- _Assignment_:
Look through the records, and whenever a line includes the word "Wolfisheim", copy it.

(Collected data entries)
——————
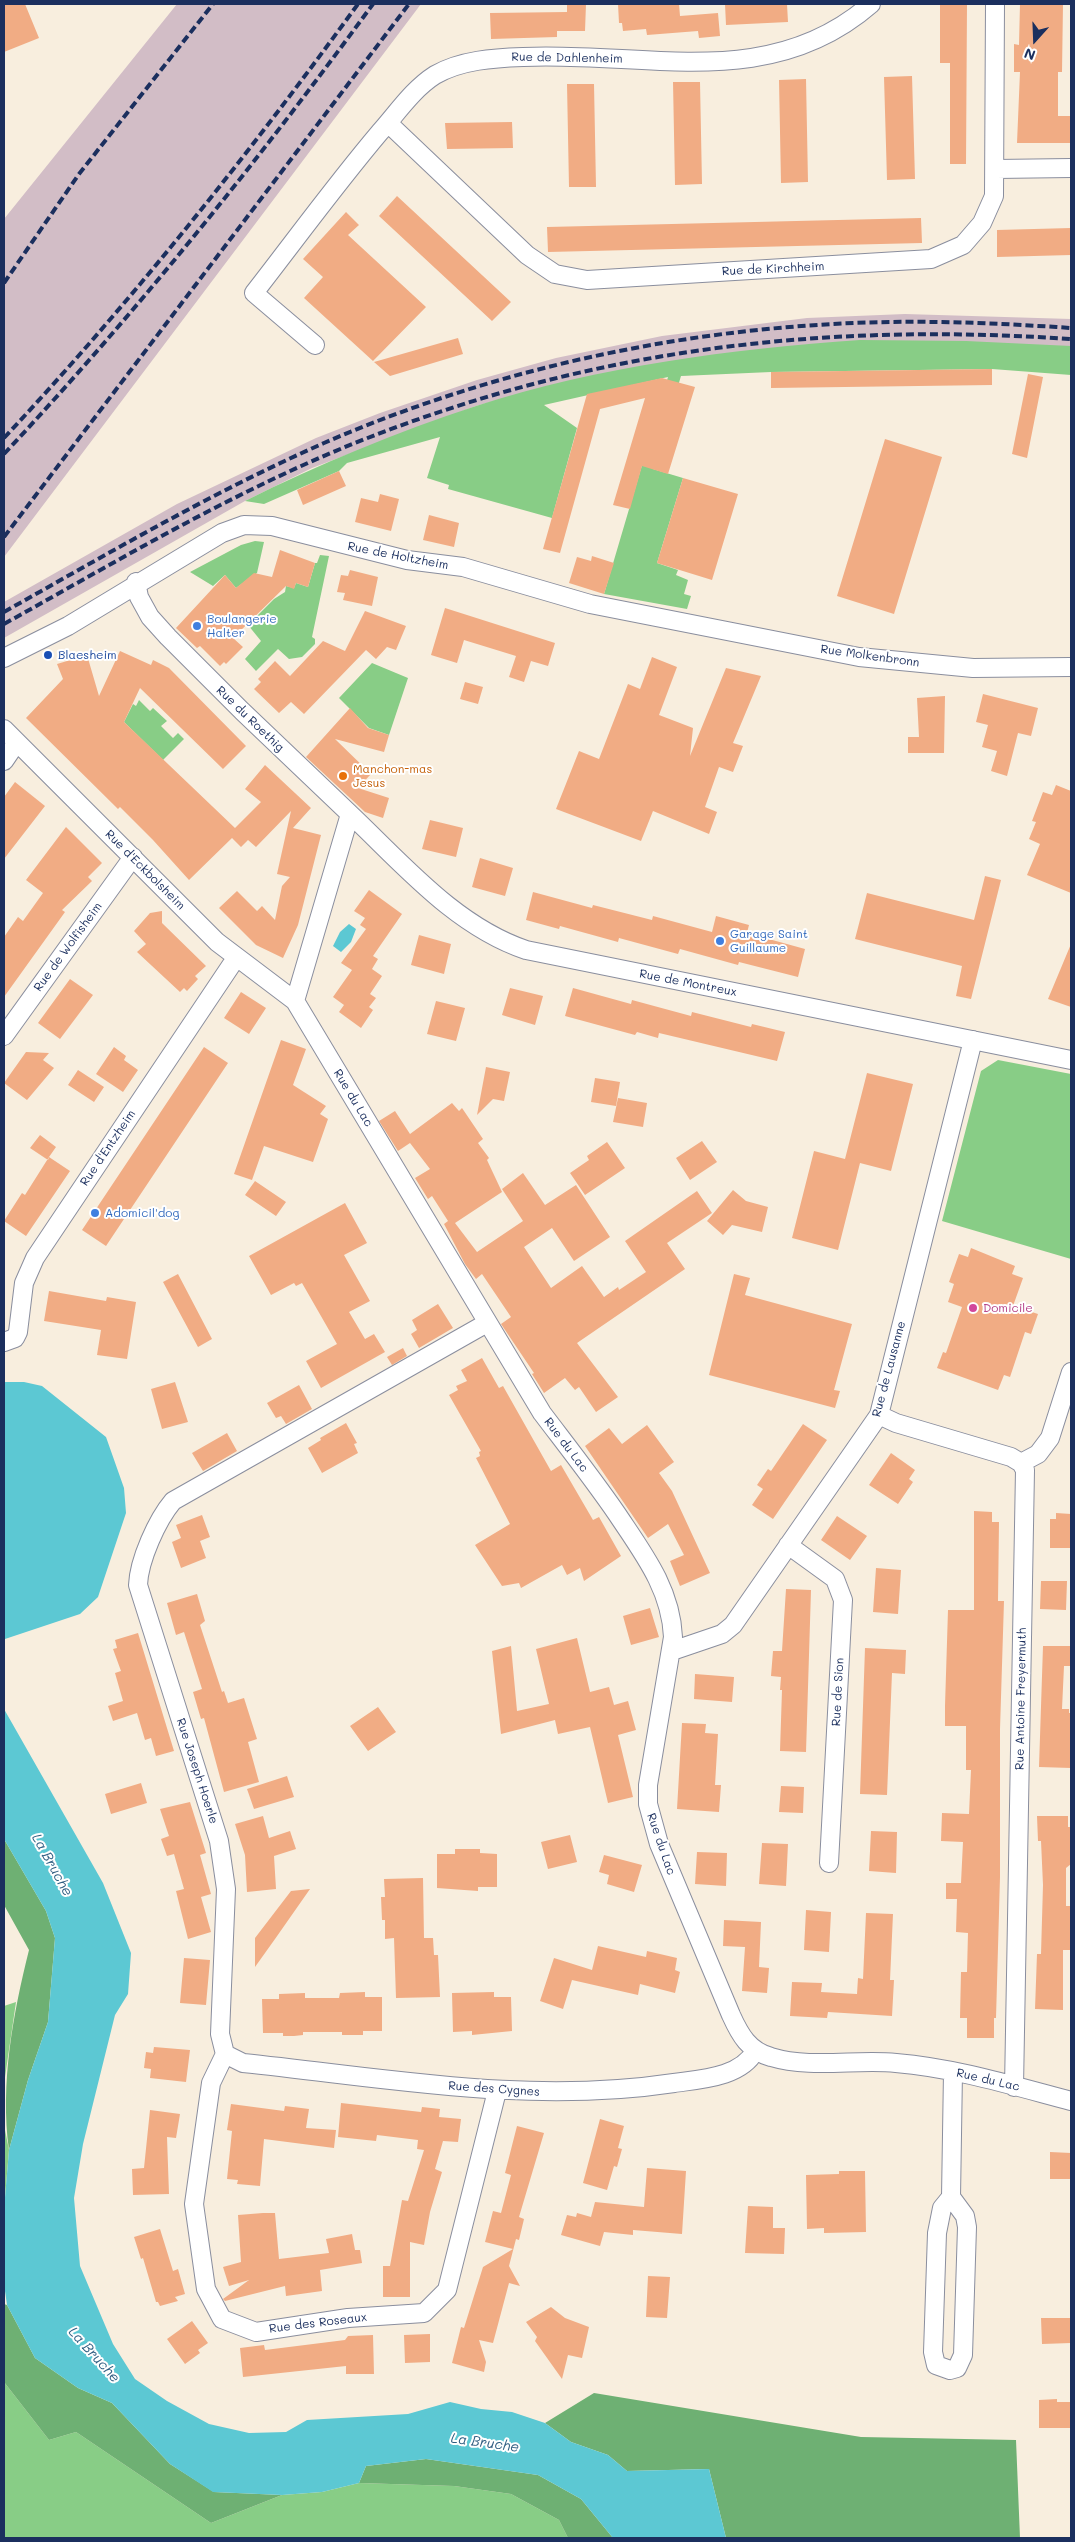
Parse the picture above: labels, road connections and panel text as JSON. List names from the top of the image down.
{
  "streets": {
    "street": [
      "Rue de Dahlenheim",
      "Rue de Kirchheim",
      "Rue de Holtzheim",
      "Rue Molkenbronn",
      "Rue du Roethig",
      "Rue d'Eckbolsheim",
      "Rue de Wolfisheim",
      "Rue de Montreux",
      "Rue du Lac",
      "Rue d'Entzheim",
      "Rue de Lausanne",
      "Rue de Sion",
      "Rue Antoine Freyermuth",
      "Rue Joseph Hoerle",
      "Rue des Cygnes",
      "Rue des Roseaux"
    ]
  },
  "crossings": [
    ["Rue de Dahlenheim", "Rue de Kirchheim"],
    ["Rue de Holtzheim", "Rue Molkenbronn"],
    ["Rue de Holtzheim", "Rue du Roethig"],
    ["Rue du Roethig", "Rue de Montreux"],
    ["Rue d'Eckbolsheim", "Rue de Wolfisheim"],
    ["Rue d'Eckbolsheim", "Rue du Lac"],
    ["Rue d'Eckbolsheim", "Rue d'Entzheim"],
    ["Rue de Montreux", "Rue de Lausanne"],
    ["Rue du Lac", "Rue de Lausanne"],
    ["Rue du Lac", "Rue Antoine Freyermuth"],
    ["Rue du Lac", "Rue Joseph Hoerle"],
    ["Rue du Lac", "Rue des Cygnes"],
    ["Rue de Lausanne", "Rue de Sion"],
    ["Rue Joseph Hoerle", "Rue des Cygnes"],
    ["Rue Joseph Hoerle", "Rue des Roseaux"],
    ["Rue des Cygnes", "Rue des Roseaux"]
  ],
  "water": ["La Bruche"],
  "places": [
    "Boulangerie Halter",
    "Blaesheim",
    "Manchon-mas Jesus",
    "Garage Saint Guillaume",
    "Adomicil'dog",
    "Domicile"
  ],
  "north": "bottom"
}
——————
- _Solution for this problem_:
      "Rue de Wolfisheim",
    ["Rue d'Eckbolsheim", "Rue de Wolfisheim"],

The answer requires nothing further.